The 2022 Newport Jazz Festival’s three days of sunshine were bracketed, more or less, by a pair of all-star ensemble jams that included Christian McBride. The second of them celebrated the man whom McBride succeeded as the festival’s artistic director, George Wein.
It was the festival’s first edition since Wein’s passing last September at 95. But he seemed present nonetheless, from the “Wein Machine” golf cart displayed in tribute throughout to the star-studded set that wrapped up the music on Sunday.
McBride’s initial jam, the Newport Jawn, didn’t come up until late Friday afternoon, the penultimate Fort Stage performance of the day (before headliner Norah Jones). The one-off ensemble included Chris Potter on tenor sax, Mike Stern on guitar, Vijay Iyer on piano, Brandee Younger on harp, Makaya McCraven on drums, and McBride on bass. Ranging in age from McCraven’s 38 to Stern’s 69, they played one of the day’s best sets, convincingly demonstrating that experience can trump youth, even where progressive jazz is concerned.
“What an honor,” McCraven would say of the experience the next day. “Brandee being there was like a lifeline, because we’re homies. We’re friends and we play together. Everyone else was … legends, an older generation. I mean, Mike Stern: That was really cool, playing with Mike Stern. The sweetest cat ever.”
Friday’s morning and early-afternoon highlights on the three stages, for those not stuck in bumper-to-bumper traffic en route to festival parking, included the Mingus Big Band, Theon Cross, Nate Smith + Kinfolk, and Carlos Henriquez. The Nicholas Payton Trio, with Ben Williams on bass and Bill Stewart on drums, played an impressive set at the medium-sized Quad Stage, Payton at some points playing his trumpet with his right hand while comping on keyboards with his left. Thana Alexa went on at the smaller Harbor Stage as the Payton Trio ended, playing music from her Grammy-nominated Ona album, which she told the audience had been inspired by her having attended the 2017 Women’s March on Washington. Her husband, Antonio Sánchez, backed her on drums; the next day she would return the favor, singing with his Bad Hombre group in another politically inspired set on the same stage.

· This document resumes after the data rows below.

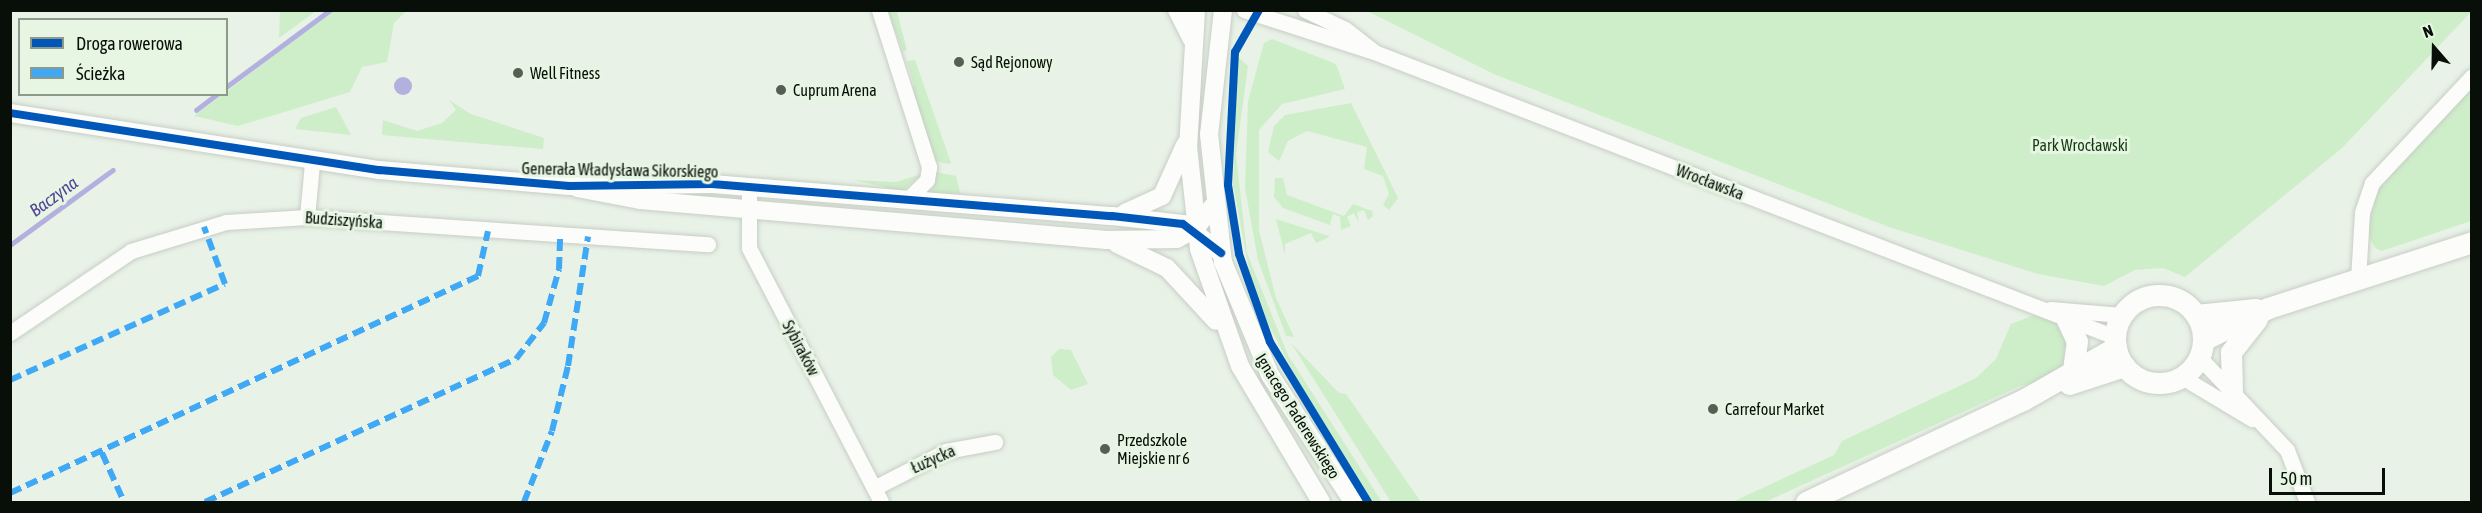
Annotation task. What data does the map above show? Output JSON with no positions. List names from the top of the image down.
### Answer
{
  "streets": {
    "street": [
      "Generała Władysława Sikorskiego",
      "Wrocławska",
      "Budziszyńska",
      "Sybiraków",
      "Ignacego Paderewskiego",
      "Łużycka"
    ]
  },
  "crossings": [
    ["Generała Władysława Sikorskiego", "Sybiraków"],
    ["Generała Władysława Sikorskiego", "Ignacego Paderewskiego"],
    ["Sybiraków", "Łużycka"]
  ],
  "water": ["Baczyna"],
  "parks": ["Park Wrocławski"],
  "places": [
    "Sąd Rejonowy",
    "Well Fitness",
    "Cuprum Arena",
    "Carrefour Market",
    "Przedszkole Miejskie nr 6"
  ],
  "legend": ["Droga rowerowa", "Ścieżka"],
  "scale_bar": "50 m",
  "north": "top"
}
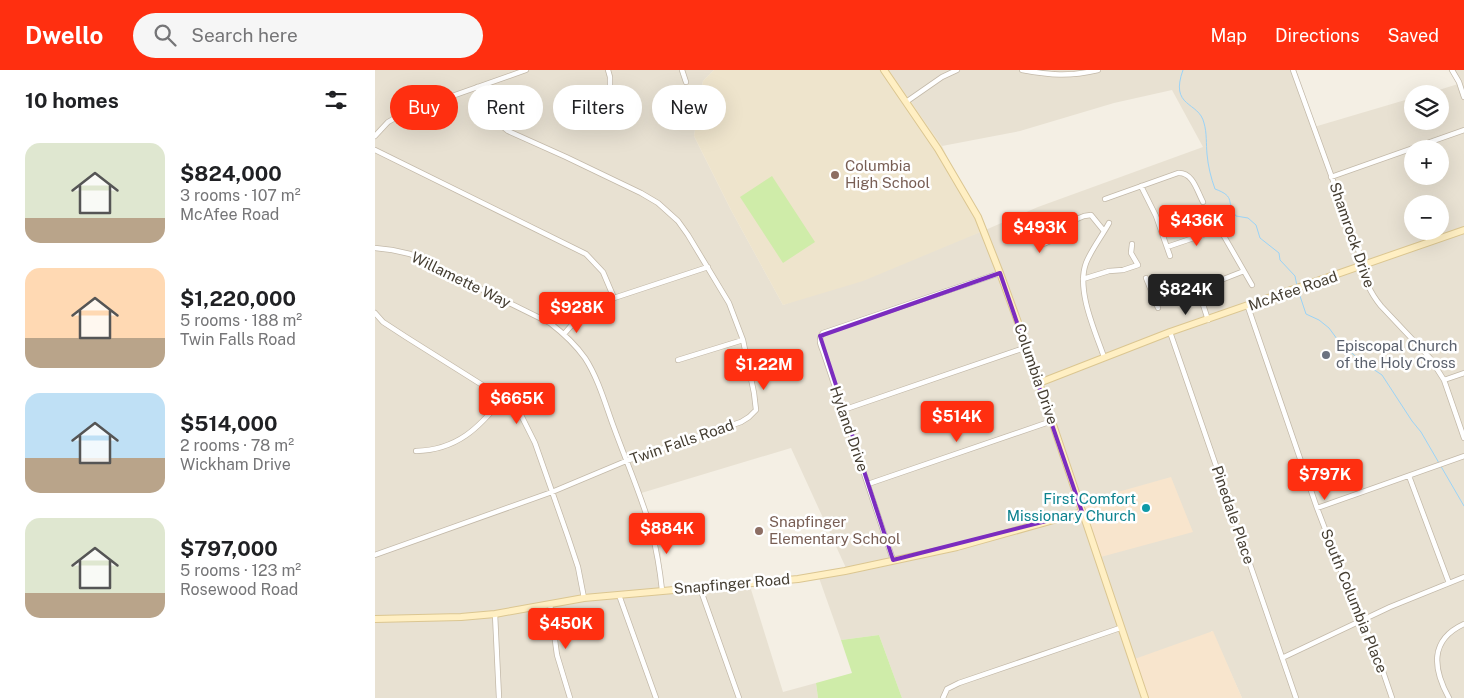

The progressive young band from Canada BadBadNotGood performed on the Fort Stage in mid-afternoon, earning a warm reception from a sizable crowd, followed by the Newport Jawn. There was just enough time to slip over to the Harbor Stage to catch a bit of Shabaka Hutchings and Terence Blanchard and the E-Collective, joined by the Turtle Island String Quartet, at the Quad Stage before Norah Jones was fully underway. Hutchings played music from his recent solo project, Afrikan Culture, unaccompanied on an array of wood flutes and clarinet—considerably more quiet and meditative stuff than the supercharged set he and his band Sons of Kemet would play on the Fort Stage the next day. Blanchard’s beefed-up ensemble performed music from their recent Wayne Shorter tribute album for Wayne Shorter, Absence, with Blanchard and guitarist Charles Altura playing especially resplendent solos.
Jones’ closing set on Friday was a crowd-pleaser, the star backing her unmistakable voice on piano primarily (though she switched to electric guitar for one tune) through songs including “Something Is Calling You” (which she described as a Jesse Harris piece that was left off her 2002 debut album Come Away With Me but that she likes so much she keeps playing it in concert), “Say No More,” and “To Live.” Whether she got around to any of the Harris pieces that did make it onto her breakout album is known only by those willing to stick around for the whole set and risk getting caught in traffic afterward.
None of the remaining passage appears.